1. Field of the Invention
The present invention relates to robots controlled by a computer system in order to urge a tool, integral with a robot's arm, to follow a memorized path.
2. Discussion of the Related Art
Many robots are capable of moving a tool, such as milling cutters, torch welders, etc., within a prememorized precise path. In order to move a tool according to n degrees of freedom, a robot must have at least n axes. A degree of freedom corresponds to a translation or rotation movement in accordance with an axis of a three-dimensional referential system. With 6 degrees of freedom, all the translation and rotation combinations of a tool are possible (the tool can be positioned anywhere, according to any orientation within a determined range of action of the robot). The relation between the articulation variables (rotation angles of the robot's axes) and the position and orientation of the tool is given by: EQU P=f(A)
where P is a vector whose components represent the position coordinates x.sub.i (i=1 . . . 3) and orientation coordinates r.sub.i (i=1 . . . 3) of the tool, A is a vector whose components represent the articulation variables a.sub.j (j=1 . . . 6), and f is a vector function.
A slight variation dA of the articulation variables about vector A is then associated with a slight variation dP of the position vector by the relation EQU dP=[J(A)]dA,
where [J(A)] is a Jacobian matrix whose coefficients are functions of the components of vector A.

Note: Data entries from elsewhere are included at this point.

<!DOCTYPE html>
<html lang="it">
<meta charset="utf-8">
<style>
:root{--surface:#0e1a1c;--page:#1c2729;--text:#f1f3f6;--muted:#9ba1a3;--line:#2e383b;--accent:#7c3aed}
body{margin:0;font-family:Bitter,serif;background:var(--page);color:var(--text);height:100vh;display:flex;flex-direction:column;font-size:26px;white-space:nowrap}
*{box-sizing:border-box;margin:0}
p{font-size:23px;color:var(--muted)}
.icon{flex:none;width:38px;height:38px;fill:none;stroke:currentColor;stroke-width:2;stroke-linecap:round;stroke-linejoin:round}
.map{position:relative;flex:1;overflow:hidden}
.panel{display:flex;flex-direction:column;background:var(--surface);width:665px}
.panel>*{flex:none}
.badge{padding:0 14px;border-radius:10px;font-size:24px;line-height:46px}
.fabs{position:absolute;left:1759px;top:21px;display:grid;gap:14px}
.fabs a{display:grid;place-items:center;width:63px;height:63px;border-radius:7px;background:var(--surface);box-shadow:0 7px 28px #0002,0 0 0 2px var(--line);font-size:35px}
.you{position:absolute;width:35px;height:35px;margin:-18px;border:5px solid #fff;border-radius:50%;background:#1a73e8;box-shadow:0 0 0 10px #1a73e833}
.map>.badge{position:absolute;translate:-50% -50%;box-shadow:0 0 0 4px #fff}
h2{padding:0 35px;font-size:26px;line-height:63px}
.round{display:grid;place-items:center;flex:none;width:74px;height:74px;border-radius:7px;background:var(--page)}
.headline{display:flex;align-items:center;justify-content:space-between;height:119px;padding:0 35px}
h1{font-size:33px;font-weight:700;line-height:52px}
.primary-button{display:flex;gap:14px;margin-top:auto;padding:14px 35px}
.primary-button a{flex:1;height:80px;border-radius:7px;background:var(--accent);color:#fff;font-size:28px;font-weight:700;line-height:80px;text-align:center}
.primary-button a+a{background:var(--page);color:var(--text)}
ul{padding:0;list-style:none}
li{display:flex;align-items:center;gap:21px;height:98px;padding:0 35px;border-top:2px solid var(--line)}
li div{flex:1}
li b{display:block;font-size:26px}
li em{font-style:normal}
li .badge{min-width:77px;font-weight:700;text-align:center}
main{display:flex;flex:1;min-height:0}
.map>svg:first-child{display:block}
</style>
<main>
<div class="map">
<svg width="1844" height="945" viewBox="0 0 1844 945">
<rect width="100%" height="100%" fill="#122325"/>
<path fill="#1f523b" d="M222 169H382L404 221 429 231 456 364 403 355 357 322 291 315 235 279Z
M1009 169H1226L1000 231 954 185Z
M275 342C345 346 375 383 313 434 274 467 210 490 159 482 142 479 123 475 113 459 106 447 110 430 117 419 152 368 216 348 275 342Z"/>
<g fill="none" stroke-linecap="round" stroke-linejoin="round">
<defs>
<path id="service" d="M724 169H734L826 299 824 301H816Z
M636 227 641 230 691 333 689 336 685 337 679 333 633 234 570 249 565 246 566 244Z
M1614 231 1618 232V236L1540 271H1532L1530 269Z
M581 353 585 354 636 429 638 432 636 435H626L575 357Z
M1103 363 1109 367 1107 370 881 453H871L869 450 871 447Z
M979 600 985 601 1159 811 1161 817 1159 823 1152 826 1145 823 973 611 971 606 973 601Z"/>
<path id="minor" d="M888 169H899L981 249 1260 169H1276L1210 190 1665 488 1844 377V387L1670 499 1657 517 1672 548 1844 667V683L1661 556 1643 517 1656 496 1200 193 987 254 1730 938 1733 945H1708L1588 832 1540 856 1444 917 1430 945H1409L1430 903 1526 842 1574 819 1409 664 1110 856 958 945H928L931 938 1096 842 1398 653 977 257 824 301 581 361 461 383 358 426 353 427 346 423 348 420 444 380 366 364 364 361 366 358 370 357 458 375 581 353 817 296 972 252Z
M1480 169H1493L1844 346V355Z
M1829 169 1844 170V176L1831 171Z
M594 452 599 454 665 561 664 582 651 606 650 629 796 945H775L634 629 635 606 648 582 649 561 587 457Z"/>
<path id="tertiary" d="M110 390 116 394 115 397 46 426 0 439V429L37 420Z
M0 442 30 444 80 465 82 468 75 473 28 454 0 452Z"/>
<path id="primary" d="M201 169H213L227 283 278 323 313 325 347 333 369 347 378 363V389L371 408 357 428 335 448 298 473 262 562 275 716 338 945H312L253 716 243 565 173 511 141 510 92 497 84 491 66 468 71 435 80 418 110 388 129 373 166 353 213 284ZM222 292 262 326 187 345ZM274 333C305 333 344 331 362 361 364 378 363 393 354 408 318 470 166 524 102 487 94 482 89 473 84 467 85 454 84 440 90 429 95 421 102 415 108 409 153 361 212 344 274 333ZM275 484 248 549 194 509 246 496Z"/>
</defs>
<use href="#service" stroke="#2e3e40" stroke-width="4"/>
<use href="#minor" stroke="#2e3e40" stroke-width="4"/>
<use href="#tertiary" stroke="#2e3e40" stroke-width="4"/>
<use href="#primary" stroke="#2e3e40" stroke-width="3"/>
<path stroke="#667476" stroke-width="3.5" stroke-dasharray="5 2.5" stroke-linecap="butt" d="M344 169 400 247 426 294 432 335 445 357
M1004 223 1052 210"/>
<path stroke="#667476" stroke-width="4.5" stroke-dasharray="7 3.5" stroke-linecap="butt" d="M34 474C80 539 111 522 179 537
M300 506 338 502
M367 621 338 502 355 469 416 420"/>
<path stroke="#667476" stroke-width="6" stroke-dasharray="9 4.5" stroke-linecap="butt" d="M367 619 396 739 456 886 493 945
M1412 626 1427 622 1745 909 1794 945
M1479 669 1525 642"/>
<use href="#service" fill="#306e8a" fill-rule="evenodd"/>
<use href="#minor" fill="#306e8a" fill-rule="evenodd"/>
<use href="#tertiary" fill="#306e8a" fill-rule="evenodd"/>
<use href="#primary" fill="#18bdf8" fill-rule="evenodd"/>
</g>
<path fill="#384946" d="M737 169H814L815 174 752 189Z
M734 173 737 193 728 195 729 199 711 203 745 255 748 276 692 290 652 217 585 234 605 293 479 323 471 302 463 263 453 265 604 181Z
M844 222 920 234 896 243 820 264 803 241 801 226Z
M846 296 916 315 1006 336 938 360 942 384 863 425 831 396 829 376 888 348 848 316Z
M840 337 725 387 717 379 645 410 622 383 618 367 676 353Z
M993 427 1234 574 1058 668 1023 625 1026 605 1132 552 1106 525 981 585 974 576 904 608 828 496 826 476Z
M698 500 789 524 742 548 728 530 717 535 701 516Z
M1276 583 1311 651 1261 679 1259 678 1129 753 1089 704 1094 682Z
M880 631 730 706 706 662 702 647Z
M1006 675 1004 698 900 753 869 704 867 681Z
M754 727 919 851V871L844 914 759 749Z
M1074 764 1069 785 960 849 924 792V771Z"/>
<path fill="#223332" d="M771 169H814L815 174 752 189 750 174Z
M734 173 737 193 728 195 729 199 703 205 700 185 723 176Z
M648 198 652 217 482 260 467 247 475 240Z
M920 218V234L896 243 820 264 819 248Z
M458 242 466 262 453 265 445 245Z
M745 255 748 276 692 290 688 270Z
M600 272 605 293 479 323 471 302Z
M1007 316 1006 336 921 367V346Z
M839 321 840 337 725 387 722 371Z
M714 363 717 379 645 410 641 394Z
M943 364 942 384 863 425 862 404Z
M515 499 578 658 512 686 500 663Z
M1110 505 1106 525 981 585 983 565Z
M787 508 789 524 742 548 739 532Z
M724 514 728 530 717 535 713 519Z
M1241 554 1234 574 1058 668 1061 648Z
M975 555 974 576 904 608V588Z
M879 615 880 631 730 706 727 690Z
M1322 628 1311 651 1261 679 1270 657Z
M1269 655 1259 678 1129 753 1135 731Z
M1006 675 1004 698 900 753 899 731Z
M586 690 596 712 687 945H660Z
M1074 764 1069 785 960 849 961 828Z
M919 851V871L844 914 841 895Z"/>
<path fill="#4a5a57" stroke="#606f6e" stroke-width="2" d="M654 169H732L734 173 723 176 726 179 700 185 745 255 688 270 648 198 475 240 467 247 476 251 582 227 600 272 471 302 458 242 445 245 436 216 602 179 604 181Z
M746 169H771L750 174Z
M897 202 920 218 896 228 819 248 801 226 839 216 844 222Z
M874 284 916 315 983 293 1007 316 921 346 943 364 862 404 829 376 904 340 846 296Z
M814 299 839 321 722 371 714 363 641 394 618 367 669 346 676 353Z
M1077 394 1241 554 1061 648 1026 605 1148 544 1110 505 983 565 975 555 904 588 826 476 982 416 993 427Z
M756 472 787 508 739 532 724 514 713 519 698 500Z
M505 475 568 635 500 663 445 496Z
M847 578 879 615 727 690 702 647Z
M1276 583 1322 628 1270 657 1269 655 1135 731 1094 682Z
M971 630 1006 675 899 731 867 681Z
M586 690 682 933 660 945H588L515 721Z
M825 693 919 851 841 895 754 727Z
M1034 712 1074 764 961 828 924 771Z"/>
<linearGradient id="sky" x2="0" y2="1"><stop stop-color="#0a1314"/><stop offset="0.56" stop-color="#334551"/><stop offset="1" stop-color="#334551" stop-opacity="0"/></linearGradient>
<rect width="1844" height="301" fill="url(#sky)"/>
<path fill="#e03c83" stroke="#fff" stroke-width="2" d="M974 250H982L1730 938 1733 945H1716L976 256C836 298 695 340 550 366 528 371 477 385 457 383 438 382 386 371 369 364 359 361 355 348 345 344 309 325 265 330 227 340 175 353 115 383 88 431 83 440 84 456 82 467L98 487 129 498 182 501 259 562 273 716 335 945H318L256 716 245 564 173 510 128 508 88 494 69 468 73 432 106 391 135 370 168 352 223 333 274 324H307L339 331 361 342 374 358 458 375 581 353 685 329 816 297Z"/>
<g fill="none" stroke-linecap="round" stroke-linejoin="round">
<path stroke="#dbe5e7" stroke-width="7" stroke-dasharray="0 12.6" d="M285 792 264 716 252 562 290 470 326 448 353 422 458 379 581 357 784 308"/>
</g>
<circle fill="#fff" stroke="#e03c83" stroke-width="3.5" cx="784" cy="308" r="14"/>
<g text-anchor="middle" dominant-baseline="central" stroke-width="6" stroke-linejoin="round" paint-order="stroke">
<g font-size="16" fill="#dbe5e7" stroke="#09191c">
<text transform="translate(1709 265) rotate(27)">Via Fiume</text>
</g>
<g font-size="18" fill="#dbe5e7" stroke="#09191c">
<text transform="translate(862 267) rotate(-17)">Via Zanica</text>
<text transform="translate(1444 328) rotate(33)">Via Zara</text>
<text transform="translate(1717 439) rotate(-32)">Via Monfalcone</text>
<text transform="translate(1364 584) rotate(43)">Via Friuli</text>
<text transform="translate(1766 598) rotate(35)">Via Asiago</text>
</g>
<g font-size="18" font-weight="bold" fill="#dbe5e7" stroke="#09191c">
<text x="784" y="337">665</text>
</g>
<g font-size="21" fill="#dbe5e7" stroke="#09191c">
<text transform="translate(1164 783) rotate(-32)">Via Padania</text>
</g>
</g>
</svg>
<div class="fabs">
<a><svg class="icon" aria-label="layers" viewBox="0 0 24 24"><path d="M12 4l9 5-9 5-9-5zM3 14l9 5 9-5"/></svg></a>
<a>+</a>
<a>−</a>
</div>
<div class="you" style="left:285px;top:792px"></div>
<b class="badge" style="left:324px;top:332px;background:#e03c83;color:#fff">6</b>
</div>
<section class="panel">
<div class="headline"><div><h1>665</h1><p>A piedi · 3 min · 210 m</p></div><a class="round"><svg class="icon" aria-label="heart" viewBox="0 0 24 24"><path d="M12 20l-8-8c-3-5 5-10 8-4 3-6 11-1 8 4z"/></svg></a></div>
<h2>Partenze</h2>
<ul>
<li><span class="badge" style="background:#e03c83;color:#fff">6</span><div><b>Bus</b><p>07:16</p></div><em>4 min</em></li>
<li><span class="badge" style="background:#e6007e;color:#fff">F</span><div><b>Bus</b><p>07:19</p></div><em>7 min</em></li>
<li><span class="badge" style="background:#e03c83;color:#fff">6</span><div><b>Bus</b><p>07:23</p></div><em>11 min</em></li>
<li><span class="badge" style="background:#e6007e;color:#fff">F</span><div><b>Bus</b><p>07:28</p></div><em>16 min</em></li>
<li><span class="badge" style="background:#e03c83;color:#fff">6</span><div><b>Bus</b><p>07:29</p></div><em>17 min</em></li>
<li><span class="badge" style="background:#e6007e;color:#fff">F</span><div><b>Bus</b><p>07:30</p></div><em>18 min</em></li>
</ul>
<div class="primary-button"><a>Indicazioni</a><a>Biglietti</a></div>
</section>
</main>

Considering the accuracy of trajectories obtained with robots, it would seem advantageous to use them in the surgical field. However, when the present robots are operating, they exhibit hazards that render them unsuitable for surgical treatments. Indeed, in case of failure of the control circuit of the robot's motor, or simply because of power supply trouble, such as a brief current interruption, the robot could make an uncontrolled movement of large magnitude and high power that would endanger a patient withstanding a surgical act determined by the robot.
Nowadays, robots are used in the surgical field only for prepositioning and are blocked during the surgical act. For example, a neuro-surgical act consists in inserting a needle into the brain at a very precise spot. To achieve this purpose, one uses a robot that positions a cylinder guiding a needle in a very precise way with respect to the patient's head, using a system allowing to detect the position of the head. Once the guiding cylinder is positioned (far enough from the patient so that he cannot be reached by an uncontrolled movement of the robot), the robot's axes are blocked and its power supply is turned off. Then, the surgeon inserts the needle in the desired way into the guiding cylinder. Thus, in the surgical field, the use of robots is presently limited to the detection of a precise initial position.